> **PROBLEM DESCRIPTION**
For the records below, count the lines containing the word "icon" and reply with the number alone.

> **DATASET CONTENT**

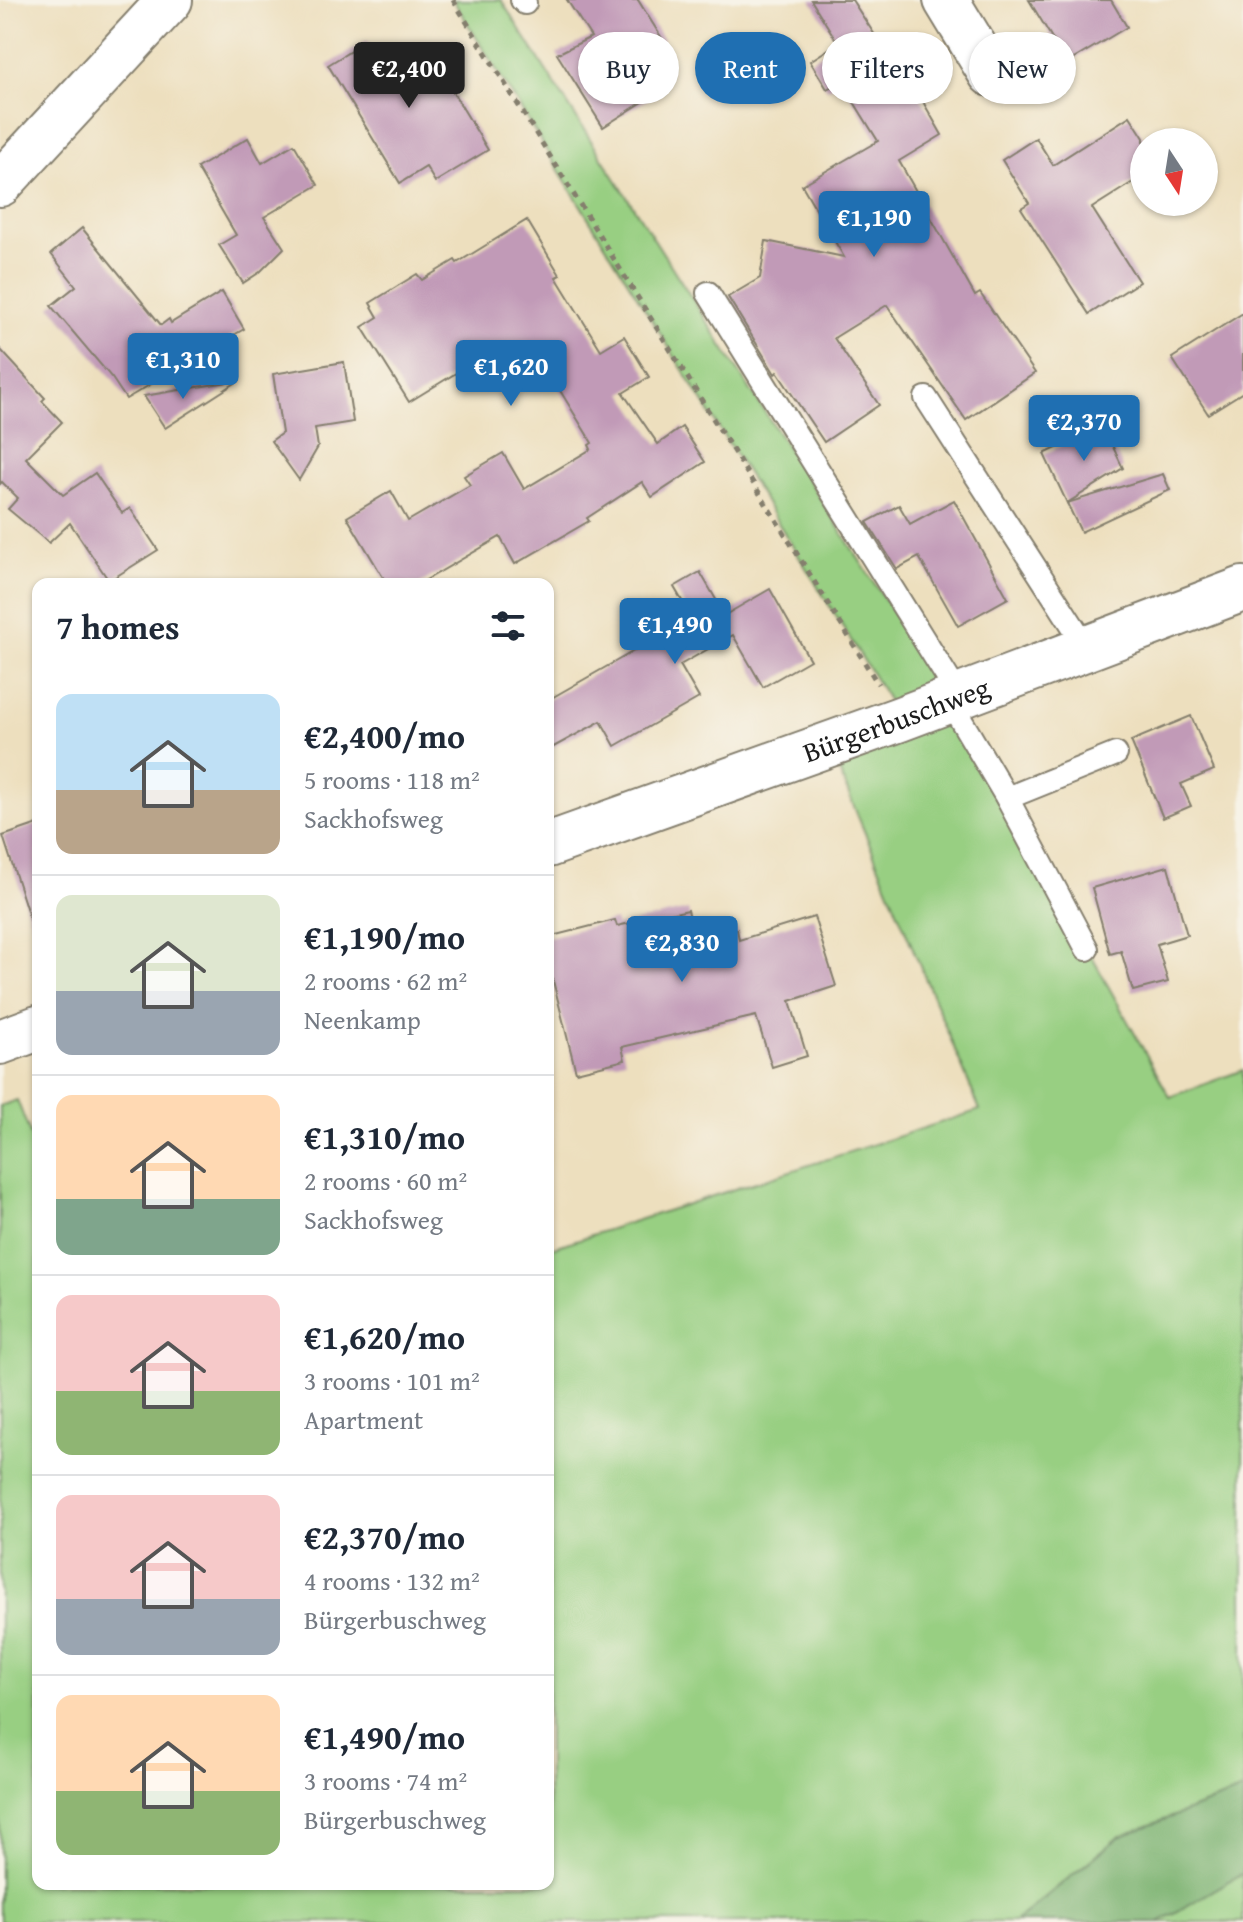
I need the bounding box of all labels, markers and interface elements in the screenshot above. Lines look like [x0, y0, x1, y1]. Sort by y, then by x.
chip: Buy [578, 32, 679, 104]
chip: Rent [695, 32, 806, 104]
chip: Filters [822, 32, 953, 104]
chip: New [969, 32, 1076, 104]
pin: €2,400 [344, 42, 474, 110]
text: €2,400 [372, 48, 446, 87]
north arrow [1130, 128, 1218, 216]
map controls [1130, 128, 1218, 216]
pin: €1,190 [809, 191, 939, 259]
text: €1,190 [837, 197, 911, 236]
pin: €1,310 [118, 333, 248, 401]
text: €1,310 [146, 339, 220, 378]
pin: €1,620 [446, 340, 576, 408]
text: €1,620 [474, 346, 548, 385]
pin: €2,370 [1019, 395, 1149, 463]
text: €2,370 [1047, 401, 1121, 440]
pin: €1,490 [610, 598, 740, 666]
text: 7 homes [56, 602, 180, 651]
icon: filters [486, 604, 530, 648]
text: €1,490 [638, 604, 712, 643]
street label: Bürgerbuschweg [797, 666, 995, 772]
text: €2,400/mo [304, 711, 465, 760]
icon: home [120, 726, 216, 822]
text: 5 rooms · 118 m² [304, 760, 480, 799]
text: Sackhofsweg [304, 799, 443, 838]
text: €1,190/mo [304, 912, 465, 961]
pin: €2,830 [617, 916, 747, 984]
text: €2,830 [645, 922, 719, 961]
icon: home [120, 927, 216, 1023]
text: 2 rooms · 62 m² [304, 961, 467, 1000]
text: Neenkamp [304, 1000, 421, 1039]
text: €1,310/mo [304, 1112, 465, 1161]
icon: home [120, 1127, 216, 1223]
text: 2 rooms · 60 m² [304, 1161, 467, 1200]
text: Sackhofsweg [304, 1200, 443, 1239]
text: €1,620/mo [304, 1312, 465, 1361]
icon: home [120, 1327, 216, 1423]
text: 3 rooms · 101 m² [304, 1361, 480, 1400]
text: Apartment [304, 1400, 423, 1439]
text: €2,370/mo [304, 1512, 465, 1561]
icon: home [120, 1527, 216, 1623]
text: 4 rooms · 132 m² [304, 1561, 480, 1600]
text: Bürgerbuschweg [304, 1600, 486, 1639]
text: €1,490/mo [304, 1712, 465, 1761]
icon: home [120, 1727, 216, 1823]
text: 3 rooms · 74 m² [304, 1761, 467, 1800]
text: Bürgerbuschweg [304, 1800, 486, 1839]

> **WRITTEN RESPONSE**
7